Konsistensi Sikap dan Relevansi
Yang menarik dari sosok Laksamana Sukardi adalah konsistensinya. Dari masa aktivis mahasiswa, pekerja perbankan, menteri, hingga penasihat kebijakan, narasi yang ia bawa relatif tidak berubah: negara harus hadir, ekonomi harus berpihak pada rakyat, dan BUMN harus dikelola secara profesional dan transparan. Dalam berbagai kesempatan, ia juga menyoroti soal tata kelola di perusahaan-perusahaan energi dan infrastruktur yang dinilainya masih menyimpan persoalan struktural.

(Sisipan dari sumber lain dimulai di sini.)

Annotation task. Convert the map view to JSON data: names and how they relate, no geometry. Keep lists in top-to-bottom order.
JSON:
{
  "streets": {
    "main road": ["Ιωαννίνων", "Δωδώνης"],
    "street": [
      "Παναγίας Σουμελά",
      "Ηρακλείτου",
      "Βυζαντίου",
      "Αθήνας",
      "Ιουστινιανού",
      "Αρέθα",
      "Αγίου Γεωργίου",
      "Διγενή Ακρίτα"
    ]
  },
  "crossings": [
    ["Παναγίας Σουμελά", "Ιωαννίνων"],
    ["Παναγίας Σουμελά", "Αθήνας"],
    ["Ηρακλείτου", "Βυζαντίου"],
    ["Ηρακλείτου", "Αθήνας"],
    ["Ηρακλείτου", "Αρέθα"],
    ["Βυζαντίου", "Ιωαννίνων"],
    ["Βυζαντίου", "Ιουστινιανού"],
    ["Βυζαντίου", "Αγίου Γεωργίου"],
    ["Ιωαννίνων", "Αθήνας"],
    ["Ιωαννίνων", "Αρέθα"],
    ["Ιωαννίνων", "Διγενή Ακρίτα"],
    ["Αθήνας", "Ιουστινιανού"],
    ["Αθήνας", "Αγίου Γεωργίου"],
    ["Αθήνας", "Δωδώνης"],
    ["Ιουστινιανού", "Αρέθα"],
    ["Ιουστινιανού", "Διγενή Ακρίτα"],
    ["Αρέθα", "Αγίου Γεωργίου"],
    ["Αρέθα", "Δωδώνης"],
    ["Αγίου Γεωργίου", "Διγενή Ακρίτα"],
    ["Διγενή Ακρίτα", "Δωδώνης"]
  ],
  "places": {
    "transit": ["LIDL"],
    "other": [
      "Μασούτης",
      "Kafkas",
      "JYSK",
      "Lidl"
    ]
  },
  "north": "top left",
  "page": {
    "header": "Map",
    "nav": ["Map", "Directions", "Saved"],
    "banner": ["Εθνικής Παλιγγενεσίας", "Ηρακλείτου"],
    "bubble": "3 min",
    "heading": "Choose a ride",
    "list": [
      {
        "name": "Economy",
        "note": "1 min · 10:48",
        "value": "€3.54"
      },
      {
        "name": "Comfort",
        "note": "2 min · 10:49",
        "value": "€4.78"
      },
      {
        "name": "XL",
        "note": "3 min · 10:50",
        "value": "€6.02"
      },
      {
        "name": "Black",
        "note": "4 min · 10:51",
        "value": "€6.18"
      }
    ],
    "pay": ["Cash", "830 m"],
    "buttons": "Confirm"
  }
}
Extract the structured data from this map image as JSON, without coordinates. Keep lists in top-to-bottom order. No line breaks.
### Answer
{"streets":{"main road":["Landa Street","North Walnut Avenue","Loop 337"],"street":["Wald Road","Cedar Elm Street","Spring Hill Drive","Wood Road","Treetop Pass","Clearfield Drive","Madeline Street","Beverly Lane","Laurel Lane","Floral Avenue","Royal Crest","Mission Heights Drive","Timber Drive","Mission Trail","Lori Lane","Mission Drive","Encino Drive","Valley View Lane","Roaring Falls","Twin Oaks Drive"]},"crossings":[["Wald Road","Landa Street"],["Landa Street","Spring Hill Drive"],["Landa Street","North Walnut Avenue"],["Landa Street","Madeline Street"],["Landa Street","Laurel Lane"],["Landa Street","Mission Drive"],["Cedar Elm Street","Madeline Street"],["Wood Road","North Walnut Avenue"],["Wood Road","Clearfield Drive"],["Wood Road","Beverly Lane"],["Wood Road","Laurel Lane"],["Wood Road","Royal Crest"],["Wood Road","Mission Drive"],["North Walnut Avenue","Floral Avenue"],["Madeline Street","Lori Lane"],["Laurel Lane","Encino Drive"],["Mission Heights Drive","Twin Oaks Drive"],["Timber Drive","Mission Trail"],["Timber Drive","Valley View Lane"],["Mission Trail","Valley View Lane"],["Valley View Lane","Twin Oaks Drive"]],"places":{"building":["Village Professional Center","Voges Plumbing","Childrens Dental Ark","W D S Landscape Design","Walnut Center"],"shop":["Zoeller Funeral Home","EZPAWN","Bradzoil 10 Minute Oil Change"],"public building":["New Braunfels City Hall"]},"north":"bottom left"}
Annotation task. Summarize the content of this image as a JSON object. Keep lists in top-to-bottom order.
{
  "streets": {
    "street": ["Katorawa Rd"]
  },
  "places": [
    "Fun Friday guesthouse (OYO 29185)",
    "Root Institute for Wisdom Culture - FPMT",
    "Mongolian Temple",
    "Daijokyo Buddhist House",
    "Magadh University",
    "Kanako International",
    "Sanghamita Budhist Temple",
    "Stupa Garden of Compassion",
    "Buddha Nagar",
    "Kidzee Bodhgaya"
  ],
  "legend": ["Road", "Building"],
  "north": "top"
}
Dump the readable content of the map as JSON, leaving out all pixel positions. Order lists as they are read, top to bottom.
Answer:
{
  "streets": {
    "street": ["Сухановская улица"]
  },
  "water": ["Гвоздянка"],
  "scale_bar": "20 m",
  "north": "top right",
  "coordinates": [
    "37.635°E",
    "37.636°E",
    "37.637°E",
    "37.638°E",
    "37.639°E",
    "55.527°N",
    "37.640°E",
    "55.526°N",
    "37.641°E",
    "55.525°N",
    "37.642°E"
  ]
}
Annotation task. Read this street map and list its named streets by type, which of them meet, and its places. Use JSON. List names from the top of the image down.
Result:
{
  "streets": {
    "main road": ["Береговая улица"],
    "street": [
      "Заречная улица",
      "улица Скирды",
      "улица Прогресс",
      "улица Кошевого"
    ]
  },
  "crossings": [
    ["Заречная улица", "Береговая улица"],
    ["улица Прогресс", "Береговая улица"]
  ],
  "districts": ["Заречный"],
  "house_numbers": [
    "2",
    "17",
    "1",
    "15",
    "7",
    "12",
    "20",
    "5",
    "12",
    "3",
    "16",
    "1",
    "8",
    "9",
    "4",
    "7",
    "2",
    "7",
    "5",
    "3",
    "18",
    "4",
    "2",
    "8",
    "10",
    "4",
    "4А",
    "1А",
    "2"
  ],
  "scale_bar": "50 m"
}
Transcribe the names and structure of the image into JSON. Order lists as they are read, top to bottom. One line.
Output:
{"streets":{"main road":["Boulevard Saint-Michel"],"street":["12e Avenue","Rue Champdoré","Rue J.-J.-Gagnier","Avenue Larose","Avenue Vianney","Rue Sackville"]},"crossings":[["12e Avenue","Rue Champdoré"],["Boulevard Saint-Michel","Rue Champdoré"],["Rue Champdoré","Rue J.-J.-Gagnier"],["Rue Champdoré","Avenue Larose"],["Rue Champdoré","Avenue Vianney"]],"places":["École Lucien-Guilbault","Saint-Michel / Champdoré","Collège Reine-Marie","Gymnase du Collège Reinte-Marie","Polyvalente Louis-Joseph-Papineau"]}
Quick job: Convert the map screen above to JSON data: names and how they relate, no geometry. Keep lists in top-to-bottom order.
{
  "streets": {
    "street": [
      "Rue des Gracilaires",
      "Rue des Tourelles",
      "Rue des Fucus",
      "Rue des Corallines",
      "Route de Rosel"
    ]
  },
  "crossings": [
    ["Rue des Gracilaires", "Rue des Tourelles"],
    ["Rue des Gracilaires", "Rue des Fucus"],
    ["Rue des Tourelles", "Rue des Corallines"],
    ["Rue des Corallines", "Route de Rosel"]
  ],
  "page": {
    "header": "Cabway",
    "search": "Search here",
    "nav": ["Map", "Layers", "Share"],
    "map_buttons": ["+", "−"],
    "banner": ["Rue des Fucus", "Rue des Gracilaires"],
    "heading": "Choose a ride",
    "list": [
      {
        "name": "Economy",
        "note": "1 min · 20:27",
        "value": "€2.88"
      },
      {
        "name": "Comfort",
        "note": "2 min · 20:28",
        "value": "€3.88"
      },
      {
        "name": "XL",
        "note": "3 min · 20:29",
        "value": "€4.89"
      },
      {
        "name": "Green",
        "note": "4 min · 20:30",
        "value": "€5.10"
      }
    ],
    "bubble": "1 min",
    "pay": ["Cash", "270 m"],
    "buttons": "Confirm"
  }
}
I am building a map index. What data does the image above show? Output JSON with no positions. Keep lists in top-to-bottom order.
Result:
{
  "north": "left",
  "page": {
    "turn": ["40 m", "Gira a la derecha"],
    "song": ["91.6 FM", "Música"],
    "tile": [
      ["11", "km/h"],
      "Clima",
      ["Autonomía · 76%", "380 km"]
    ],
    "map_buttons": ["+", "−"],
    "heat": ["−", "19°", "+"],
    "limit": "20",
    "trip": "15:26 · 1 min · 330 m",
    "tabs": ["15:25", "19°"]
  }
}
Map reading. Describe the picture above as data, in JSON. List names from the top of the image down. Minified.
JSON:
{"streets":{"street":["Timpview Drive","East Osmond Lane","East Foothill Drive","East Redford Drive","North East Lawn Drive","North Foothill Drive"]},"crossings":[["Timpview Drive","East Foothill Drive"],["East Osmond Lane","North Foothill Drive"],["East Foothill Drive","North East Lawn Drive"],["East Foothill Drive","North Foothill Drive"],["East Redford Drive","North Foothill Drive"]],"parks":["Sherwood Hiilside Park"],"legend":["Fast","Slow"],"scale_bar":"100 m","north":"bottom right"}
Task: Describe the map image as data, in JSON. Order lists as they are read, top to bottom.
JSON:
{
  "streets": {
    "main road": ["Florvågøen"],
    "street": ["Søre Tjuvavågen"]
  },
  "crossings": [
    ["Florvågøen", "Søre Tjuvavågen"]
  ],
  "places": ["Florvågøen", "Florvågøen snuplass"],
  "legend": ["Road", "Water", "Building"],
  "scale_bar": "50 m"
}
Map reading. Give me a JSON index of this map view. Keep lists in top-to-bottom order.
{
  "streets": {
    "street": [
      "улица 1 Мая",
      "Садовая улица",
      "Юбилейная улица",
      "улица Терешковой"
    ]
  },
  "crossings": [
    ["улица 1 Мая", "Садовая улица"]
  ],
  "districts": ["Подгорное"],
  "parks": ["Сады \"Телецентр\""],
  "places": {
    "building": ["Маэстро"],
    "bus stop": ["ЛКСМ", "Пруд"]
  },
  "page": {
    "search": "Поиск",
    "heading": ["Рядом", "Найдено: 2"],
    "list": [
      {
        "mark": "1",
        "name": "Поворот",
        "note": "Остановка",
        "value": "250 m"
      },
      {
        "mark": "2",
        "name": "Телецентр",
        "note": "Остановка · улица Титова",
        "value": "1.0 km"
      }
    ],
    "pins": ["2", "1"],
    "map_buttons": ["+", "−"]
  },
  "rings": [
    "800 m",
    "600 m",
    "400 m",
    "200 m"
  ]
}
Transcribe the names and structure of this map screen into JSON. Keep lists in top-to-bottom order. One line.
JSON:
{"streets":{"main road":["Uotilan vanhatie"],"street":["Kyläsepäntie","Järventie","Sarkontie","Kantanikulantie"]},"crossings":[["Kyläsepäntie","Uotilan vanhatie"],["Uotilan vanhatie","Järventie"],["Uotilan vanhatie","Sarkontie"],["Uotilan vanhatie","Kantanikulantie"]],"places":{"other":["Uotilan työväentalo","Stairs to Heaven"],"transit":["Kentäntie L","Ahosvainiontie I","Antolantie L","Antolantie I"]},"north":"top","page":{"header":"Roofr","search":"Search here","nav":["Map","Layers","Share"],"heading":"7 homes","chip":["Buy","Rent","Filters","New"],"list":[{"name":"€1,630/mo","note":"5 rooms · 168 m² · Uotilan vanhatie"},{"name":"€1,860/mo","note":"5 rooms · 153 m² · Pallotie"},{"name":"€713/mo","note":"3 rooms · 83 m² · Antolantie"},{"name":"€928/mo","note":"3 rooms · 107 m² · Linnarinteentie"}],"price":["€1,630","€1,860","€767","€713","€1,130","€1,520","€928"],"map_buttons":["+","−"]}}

Berdasarkan catatan publik, kiprah Laksamana Sukardi menunjukkan bagaimana seorang teknokrat-politikus menjembatani dua dunia: kepentingan politik dan profesionalisme manajemen. Meski usia politiknya panjang, ia tetap relevan sebagai rujukan ketika publik menyoal arah kebijakan BUMN, mulai dari isu privatisasi hingga tata kelola perusahaan pelat merah.
Penutup
Laksamana Sukardi adalah figur yang menempatkan dirinya di persimpangan antara aktivisme dan birokrasi. Perannya sebagai politisi dan mantan Menteri BUMN menempatkannya dalam daftar tokoh yang ikut membentuk arah pengelolaan perusahaan negara di era transisi demokrasi. Terlepas dari penilaian terhadap kebijakannya, jejaknya dalam sejarah pengelolaan BUMN Indonesia sulit dipisahkan dari narasi reformasi ekonomi nasional.